Saturday, March 10, 2012

A CHURCH IN YOUR HOME

Hospitality means Love

Paul often wrote to people “and the church that meets in [their] home” because it was commonplace for the Christians of that time to meet from house to house, rather than gathering together in a holy edifice as we do today. I wonder if meeting in homes would change the way we “do church” today? Consider the word “hospitality” which is a combination of the wordphilos for “friend” and xenos for “stranger.” The word itself is an oxymoron as “friend” and “stranger” are as distant from one another as “love” and “hate” and yet we are commanded to “entertain strangers” and “show hospitality” just as we are ordered to die to live and to serve to lead.

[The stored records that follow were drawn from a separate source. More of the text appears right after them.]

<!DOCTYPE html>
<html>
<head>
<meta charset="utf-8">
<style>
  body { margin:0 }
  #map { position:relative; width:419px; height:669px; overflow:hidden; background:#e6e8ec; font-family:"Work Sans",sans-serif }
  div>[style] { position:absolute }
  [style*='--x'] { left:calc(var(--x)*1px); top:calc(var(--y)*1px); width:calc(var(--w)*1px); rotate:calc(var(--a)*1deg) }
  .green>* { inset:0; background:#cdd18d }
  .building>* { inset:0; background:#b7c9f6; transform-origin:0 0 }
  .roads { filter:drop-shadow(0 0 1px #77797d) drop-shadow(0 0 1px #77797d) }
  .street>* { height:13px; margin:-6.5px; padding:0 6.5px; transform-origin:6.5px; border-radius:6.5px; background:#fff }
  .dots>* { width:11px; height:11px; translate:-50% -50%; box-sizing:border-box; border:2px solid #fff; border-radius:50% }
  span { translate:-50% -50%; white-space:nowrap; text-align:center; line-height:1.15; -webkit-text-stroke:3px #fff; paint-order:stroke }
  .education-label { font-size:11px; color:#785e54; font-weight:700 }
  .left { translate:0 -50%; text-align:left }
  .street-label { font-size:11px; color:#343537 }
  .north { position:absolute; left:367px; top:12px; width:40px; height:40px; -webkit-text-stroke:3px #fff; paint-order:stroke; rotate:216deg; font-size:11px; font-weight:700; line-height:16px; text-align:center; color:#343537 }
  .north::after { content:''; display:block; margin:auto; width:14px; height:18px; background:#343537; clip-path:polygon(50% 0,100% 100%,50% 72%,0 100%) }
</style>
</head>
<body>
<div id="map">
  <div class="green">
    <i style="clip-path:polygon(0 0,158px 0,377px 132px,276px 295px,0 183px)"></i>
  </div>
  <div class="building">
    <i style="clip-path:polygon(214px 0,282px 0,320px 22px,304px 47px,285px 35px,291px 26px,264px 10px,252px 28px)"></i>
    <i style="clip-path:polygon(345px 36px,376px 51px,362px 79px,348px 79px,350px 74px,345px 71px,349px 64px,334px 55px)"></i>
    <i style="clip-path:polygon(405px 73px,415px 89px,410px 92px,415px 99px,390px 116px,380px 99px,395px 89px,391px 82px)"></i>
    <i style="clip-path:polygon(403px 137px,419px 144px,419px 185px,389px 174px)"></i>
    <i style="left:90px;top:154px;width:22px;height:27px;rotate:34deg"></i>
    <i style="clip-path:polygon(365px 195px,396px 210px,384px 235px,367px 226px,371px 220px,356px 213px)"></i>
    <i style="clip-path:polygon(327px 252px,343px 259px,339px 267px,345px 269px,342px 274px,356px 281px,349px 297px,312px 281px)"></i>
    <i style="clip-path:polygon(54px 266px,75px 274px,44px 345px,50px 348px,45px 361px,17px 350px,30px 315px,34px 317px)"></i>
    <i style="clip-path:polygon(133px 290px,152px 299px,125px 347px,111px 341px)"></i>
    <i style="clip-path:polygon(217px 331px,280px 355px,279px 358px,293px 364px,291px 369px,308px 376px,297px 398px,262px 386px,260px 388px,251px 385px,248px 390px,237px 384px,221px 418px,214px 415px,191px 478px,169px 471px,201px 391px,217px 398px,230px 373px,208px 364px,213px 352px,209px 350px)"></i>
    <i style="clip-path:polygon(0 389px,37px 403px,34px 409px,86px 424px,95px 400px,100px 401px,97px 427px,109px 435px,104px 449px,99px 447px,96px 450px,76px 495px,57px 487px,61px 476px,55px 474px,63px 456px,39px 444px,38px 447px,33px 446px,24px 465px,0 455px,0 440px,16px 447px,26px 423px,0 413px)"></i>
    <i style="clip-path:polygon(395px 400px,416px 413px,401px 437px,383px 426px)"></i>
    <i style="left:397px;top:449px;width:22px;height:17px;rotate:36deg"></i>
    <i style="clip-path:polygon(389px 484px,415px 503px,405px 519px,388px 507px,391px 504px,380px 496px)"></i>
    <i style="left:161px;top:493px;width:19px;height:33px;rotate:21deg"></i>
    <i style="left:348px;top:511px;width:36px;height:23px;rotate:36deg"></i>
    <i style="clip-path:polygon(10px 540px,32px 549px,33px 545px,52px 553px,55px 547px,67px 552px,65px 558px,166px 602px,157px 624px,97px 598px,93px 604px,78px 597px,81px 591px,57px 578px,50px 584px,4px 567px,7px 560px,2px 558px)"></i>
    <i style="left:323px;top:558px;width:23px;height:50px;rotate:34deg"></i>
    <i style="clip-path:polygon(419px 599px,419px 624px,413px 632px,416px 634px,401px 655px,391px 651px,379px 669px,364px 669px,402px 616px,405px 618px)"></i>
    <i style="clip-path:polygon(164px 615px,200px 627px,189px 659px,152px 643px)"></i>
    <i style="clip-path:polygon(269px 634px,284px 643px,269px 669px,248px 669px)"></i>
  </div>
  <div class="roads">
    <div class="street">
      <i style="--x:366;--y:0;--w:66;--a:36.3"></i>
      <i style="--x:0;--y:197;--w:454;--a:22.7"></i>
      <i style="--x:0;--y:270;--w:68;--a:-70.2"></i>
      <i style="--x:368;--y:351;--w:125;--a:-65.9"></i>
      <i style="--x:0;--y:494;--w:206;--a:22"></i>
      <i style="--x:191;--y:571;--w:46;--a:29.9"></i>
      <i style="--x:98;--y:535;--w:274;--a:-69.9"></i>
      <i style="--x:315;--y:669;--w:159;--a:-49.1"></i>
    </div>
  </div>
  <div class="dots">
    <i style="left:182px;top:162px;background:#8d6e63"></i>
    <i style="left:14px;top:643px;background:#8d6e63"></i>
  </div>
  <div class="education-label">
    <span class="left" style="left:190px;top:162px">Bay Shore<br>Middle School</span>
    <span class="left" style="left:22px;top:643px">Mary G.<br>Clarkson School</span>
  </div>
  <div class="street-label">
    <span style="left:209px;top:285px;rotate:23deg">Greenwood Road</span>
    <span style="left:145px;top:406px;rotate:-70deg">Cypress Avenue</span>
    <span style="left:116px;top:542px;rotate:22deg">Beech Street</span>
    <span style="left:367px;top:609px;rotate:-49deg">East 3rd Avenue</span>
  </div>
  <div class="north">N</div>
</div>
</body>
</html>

To be hospitable at home costs money: it requires more food than your fridge contains, more beds than you own, more water, trash bags, chairs, video game controllers, carpet cleaning, parking spaces, spousal patience, child care, and anything else you already use multiplied tenfold. But going to a hospitable church costs you nothing but a “hello” and a tenth of your earnings. Besides the money, there’s probably other reasons people are unwilling to have church in their home.

Have you noticed that you could go to the same church for two years and yet still be strangers to those who share your pews? But if a few of those same people weekly shared the couch in your home it’d be hard not to call them “friend.” I know I need to invite more people home from church in order to have real Church in my home. How about you?